Qué hacer en casos de entrampamiento emocional

  • Lo primero es asumir una actitud de un “sano egoísmo”. Reconocer que tú eres tu prioridad y comprender que no estás en este mundo para satisfacer las demandas y necesidades de otros.
  • Crear los espacios de comunicación y diálogo asertivo para compartir con tu pareja los deseos, anhelos, dificultades y necesidades de cada uno en la relación, y llegar a acuerdos armónicos para ambos.
  • Hacer un balance de los beneficios y malestares percibidos al mantener la relación. Una relación de pareja no debe ser para padecerla sino para disfrutarla.
  • Reconocer que a pesar de que es cierto que en todas las relaciones amorosas se presentan dificultades y desencuentros que deben ser resueltos entre dos, cuando estos son recurrentes y generadores de sufrimiento, se debe enfrentar la situación con la pareja.
  • Aprender a renunciar.
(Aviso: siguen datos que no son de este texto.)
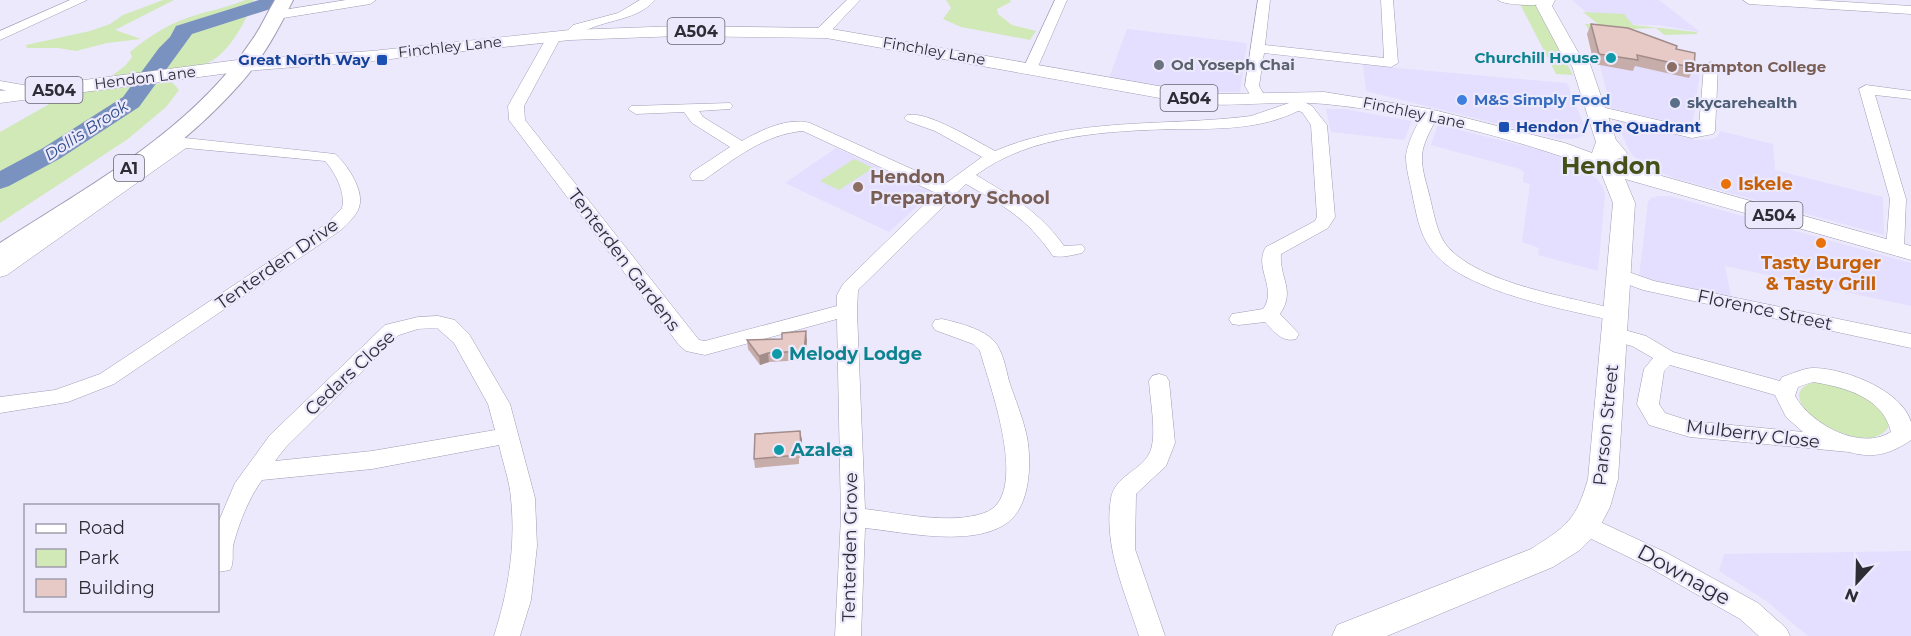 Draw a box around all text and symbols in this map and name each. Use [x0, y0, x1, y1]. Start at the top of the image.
road number: A504 [668, 18, 724, 44]
street label: Finchley Lane [397, 32, 503, 61]
street label: Finchley Lane [881, 32, 987, 69]
place label: Churchill House [1474, 48, 1599, 67]
place label: Great North Way [238, 50, 371, 69]
marker: Churchill House [1604, 51, 1618, 65]
marker: Great North Way [375, 53, 389, 67]
place label: Od Yoseph Chai [1171, 55, 1295, 74]
place label: Brampton College [1684, 57, 1826, 76]
marker: Od Yoseph Chai [1152, 58, 1166, 72]
marker: Brampton College [1665, 60, 1679, 74]
street label: Hendon Lane [93, 62, 197, 93]
road number: A504 [26, 77, 82, 103]
road number: A504 [1160, 85, 1218, 111]
place label: M&S Simply Food [1474, 90, 1610, 109]
street label: Finchley Lane [1361, 92, 1467, 133]
marker: M&S Simply Food [1455, 93, 1469, 107]
place label: skycarehealth [1687, 93, 1797, 112]
water label: Dollis Brook [41, 95, 133, 165]
marker: skycarehealth [1668, 96, 1682, 110]
place label: Hendon / The Quadrant [1516, 117, 1702, 136]
marker: Hendon / The Quadrant [1497, 120, 1511, 134]
district label: Hendon [1561, 151, 1661, 180]
road number: A1 [114, 155, 144, 181]
place label: Hendon Preparatory School [870, 166, 1050, 209]
place label: Iskele [1738, 173, 1793, 195]
marker: Iskele [1719, 177, 1733, 191]
marker: Hendon Preparatory School [851, 180, 865, 194]
street label: Tenterden Gardens [563, 184, 685, 336]
road number: A504 [1746, 202, 1802, 228]
street label: Tenterden Drive [212, 214, 343, 314]
marker: Tasty Burger & Tasty Grill [1814, 236, 1828, 250]
place label: Tasty Burger & Tasty Grill [1761, 252, 1881, 295]
street label: Florence Street [1695, 285, 1835, 335]
street label: Cedars Close [300, 326, 400, 420]
place label: Melody Lodge [789, 343, 922, 365]
marker: Melody Lodge [770, 347, 784, 361]
street label: Parson Street [1589, 363, 1623, 487]
street label: Mulberry Close [1685, 415, 1821, 453]
place label: Azalea [790, 439, 853, 461]
marker: Azalea [772, 443, 786, 457]
street label: Tenterden Grove [838, 472, 862, 622]
legend [24, 504, 219, 612]
text: Road [78, 517, 125, 539]
street label: Downage [1633, 539, 1735, 610]
text: Park [78, 547, 119, 569]
north arrow [1827, 552, 1887, 612]
text: Building [78, 577, 155, 599]
text: N [1842, 584, 1861, 607]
Aquello de que “la esperanza es lo último que se pierde”, es una forma irracional para persistir en asuntos que resultan tóxicos para nuestra vida. Una cosa es tener una lucha racional por lo que se desea y construye entre dos, y otra cosa es mantener ilusiones falaces sobre cosas que es mejor dejar atrás.
  • Recuerda que no vale la pena aferrarte a alguien que te hace daño, solo porque te hace sonreír de vez en cuando.

Por: Dr. Rodrigo Mazo Zea
rodrigo.mazo@upb.edu.co

Bibliografía

Guerri, M. (2016). Teoría de la disonancia cognitiva de León Festinger. Portal Psicoativa, Mujer hoy. https://www.psicoactiva.com/blog/teoria-la-disonancia-cognitiva-festinger/

Mazo, R. (2018). Amor sin estrés: Promover armonía en las relaciones de pareja. http://elartedesabervivir.com/amor-sin-estres/

Mazo, R. (2019). El estrés causado por los celos, ¡malditos celos! http://elartedesabervivir.com/celos-pareja-relacion/

Phrónesis (2016). ¿Cómo saber si estoy viviendo en una relación tóxica con mi pareja? http://elartedesabervivir.com/como-saber-si-estoy-viviendo-una-relacion-toxica-con-mi-pareja/

Riso, W. (2015). Amores altamente peligrosos. Los diez estilos afectivos que usted debería evitar. 2° edición. Barcelona: Planeta Zenith.

Rodríguez, E. (2009). La teoría centrada en esquemas de Jeffrey Young. Revista Avances en Psicología. Lima: UNIFE. 17 (1). (p. 59-74)

Young, J. (2003). Schema therapy: A practitioner’s guide. New York: Guilford.